● **WORK REQUIRED**
Report how many lines in the entries below hold the word "function". Your answer is that number alone.

Segment Start: DATA IN THIS EXERCISE

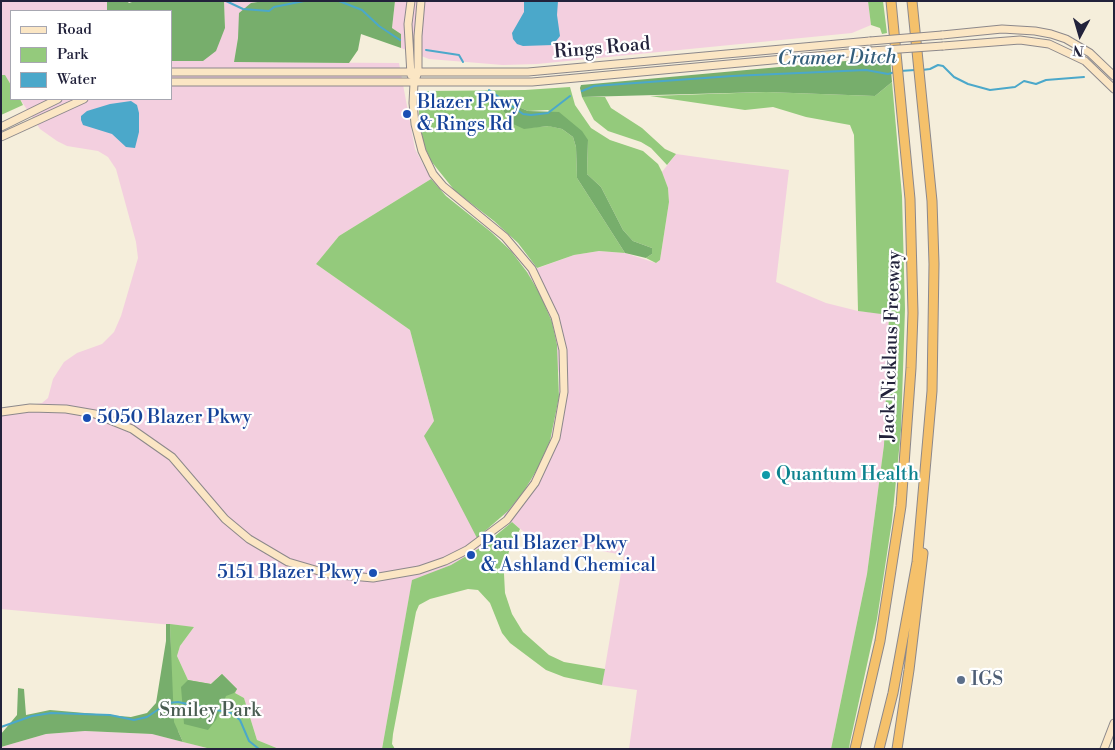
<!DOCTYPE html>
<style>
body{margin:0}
#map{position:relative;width:1115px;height:750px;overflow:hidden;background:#f5eedb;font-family:"Libre Bodoni",serif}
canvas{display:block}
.frame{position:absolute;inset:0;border:2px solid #22223b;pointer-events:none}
.legend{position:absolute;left:10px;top:10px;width:162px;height:90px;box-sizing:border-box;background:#fff;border:1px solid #a7a7b1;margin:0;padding:6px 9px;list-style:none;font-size:15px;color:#22223b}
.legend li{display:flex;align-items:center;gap:10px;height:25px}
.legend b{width:25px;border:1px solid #a7a7b1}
.north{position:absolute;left:1055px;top:10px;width:50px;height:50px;-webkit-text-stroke:4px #fff;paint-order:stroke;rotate:186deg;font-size:14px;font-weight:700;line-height:20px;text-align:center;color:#22223b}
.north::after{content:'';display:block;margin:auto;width:18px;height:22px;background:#22223b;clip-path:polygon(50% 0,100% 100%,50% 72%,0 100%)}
</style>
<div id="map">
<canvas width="1115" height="750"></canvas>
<div class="frame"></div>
<ul class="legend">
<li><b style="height:6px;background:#fbe6c4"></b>Road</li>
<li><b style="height:14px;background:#94ca7c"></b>Park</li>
<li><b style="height:14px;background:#4ba8ca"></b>Water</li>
</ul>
<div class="north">N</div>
</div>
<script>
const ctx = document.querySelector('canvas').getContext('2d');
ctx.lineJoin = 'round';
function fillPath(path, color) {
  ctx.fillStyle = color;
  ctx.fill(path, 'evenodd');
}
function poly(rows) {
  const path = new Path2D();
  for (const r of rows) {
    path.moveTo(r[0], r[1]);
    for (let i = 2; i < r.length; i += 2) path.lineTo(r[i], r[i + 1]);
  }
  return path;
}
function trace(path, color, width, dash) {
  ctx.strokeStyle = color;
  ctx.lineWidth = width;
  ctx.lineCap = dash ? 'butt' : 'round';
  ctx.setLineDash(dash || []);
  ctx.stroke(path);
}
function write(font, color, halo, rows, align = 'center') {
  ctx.font = font + ' "Libre Bodoni",serif';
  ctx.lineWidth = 4.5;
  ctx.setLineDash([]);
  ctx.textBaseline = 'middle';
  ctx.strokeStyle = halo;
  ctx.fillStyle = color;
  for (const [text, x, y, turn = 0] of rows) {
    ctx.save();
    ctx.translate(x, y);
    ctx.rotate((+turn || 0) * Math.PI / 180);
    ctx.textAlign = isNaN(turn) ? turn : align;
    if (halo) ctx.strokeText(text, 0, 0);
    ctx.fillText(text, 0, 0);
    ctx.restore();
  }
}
fillPath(poly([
 [1,1,107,1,107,11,11,11,11,85,5,76,1,75],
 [224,1,264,1,251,3,238,38,234,62,399,63,415,149,431,179,339,236,316,264,410,330,434,421,477,538,483,546,451,565,412,581,382,749,279,749,257,740,244,698,235,693,222,674,211,684,188,680,177,656,180,646,194,627,1,609,1,410,42,403,48,398,53,379,64,362,77,353,102,344,114,332,121,316,138,258,136,242,116,169,108,157,98,151,67,146,57,141,40,129,20,99,171,99,171,61,203,61,225,28],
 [395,1,868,1,871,25,852,33,537,64,503,65,429,59,401,48,401,34,392,28],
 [676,154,789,170,776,282,826,303,858,311,889,314,884,445,867,574,831,749,629,749,637,690,602,685,624,555,533,539,503,515,524,491,538,468,550,441,559,397,559,374,540,294,527,272,574,255,599,251,625,253,656,263,660,260,669,202,668,188,662,172],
 [85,731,152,734,211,749,1,749,1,747,46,734]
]), '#f3cfdf');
fillPath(poly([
 [868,1,883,1,887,33,882,34,880,28,871,25],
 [1,75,5,75,11,85,11,99,20,99,23,105,1,115],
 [892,82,902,196,905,309,901,430,892,521,877,619,850,742,849,749,831,749,867,574,884,445,889,315,858,311,854,135,850,125,806,117,773,107,745,110,650,96,766,92,875,96],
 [570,87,575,105,591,128,610,140,643,151,658,164,662,172,668,188,669,202,660,260,656,263,646,258,652,254,652,248,633,241,623,230,601,187,587,174,588,141,548,110,528,111,514,105,524,128,549,126,562,129,573,137,576,147,577,178,625,253,599,251,574,255,537,268,518,243,494,221,455,191,431,161,424,145,419,119,419,103,422,103,423,94,427,91,525,90],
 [582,97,605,97,611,108,642,128,665,149,676,154,667,165,651,148,641,142,608,131,594,120],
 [431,179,446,196,491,232,511,251,527,272,540,294,552,322,557,345,559,397,550,441,538,468,524,491,508,511,477,538,424,436,434,421,410,330,316,264,339,236],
 [512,522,520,529,509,551,504,574,505,593,512,614,523,632,549,655,564,662,605,669,602,685,564,677,546,670,510,643,502,633,490,603,478,590,468,589,430,599,419,605,416,612,393,734,392,744,395,749,382,749,412,580,451,565,483,546],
 [170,624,194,627,180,646,177,656,188,680,211,684,222,674,237,689,235,693,244,698,257,740,279,749,211,749,183,742,178,731,156,726,171,654]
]), '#94ca7c');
fillPath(poly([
 [107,1,127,1,129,3,135,1,224,1,225,28,216,51,203,61,171,61,171,11,107,11],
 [264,1,395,1,392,28,401,34,401,48,361,34,358,50,349,63,234,62,238,38,239,13,251,3],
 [890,57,892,82,875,96,766,92,582,97,580,88,581,85],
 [514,105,528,111,559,112,582,131,588,140,587,174,601,187,623,230,633,241,652,248,652,254,646,258,625,253,577,178,576,147,573,137,562,129,548,126,524,129,513,124,503,110],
 [166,624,170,624,174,722,183,742,152,734,85,731,46,734,1,747,1,734,17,715,18,688,24,689,26,715,50,710,131,717,147,713,156,703,166,641],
 [222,674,237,689,234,693,226,696,216,720,208,730,184,724,181,687,188,680,211,684]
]), '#77ae6c');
fillPath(poly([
 [524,1,558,1,557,15,560,36,553,45,523,46,517,44,513,39,512,33,524,12],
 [131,101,137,105,139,113,139,132,135,148,126,147,112,134,83,125,81,120,81,116,87,111,110,104]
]), '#4ba8ca');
trace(poly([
 [226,1,243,9,269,11,274,7,304,1],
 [339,1,362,10,379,26,400,40],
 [426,50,459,55,463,62],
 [922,70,930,69,938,65,943,66,954,77,968,84,990,90,1015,87,1024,81,1036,84,1046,80,1084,77],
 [900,71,915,70],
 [489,90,523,114,531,115,548,113,570,96],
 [582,91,594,86,732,76,866,70,888,74,895,72],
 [1,727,32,716,51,713,110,715,134,720,147,717,168,703,178,702,231,713,240,720,249,741,259,749]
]), '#4ba8ca', 2);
const secondary = poly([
 [411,1,408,24,411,75],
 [942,35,1002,29,1035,31,1051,34,1066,39,1090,53,1114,76],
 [943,46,1020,40,1049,44,1085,61,1114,89],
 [171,72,528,72,870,41],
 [171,82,532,82,871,51],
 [1,127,58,99],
 [1,137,84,99],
 [1,412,30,408,66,409,95,414,132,429,172,457,225,519,249,539,288,562,329,574,373,578,419,570,445,561,467,550,507,520,535,483,556,438,564,392,563,350,555,317,532,269,505,237,443,186,433,174,422,151,415,124,413,103,414,83,418,72,418,36,421,1],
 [1104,749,1114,723]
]);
const highway = poly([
 [855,749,880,641,901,506,911,368,913,313,910,199,891,1],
 [879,749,893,693,917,562,932,391,934,264,932,201,912,1],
 [897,749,909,670,923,553]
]);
trace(secondary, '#8c888b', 9);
trace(highway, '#8c888b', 11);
trace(secondary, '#fbe6c4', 7);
trace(highway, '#f5c16b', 9);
const secondaryBridge = poly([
 [870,41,942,35],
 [871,51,943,46]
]);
trace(secondaryBridge, '#8c888b', 9, []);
trace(secondaryBridge, '#fbe6c4', 7);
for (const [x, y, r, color] of [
 [407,114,5,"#1a4fb4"],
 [87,418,5,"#1a4fb4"],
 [766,475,5,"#0f9aa8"],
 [471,555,5,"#1a4fb4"],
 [373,573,5,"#1a4fb4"],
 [961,680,5,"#5c6f8a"]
]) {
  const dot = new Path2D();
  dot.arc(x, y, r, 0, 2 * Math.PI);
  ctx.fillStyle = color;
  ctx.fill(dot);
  trace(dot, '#fff', 2);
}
write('19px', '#22223b', '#fff', [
 ["Rings Road",602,49,-5],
 ["Jack Nicklaus Freeway",892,346,-88]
]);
write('19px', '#164399', '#fff', [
 ["Blazer Pkwy",417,103],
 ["& Rings Rd",417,125],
 ["5050 Blazer Pkwy",97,418],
 ["Paul Blazer Pkwy",481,544],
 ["& Ashland Chemical",481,566],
 ["5151 Blazer Pkwy",363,573,"right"]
], 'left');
write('19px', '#0d838f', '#fff', [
 ["Quantum Health",776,475]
], 'left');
write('19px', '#4e5e75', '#fff', [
 ["IGS",971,680]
], 'left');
write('19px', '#4a5d52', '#fff', [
 ["Smiley Park",210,711]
]);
write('italic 20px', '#345e7b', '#fff', [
 ["Cramer Ditch",837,59,-1]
]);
</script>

Segment End: DATA IN THIS EXERCISE

● **ANSWER SECTION**
4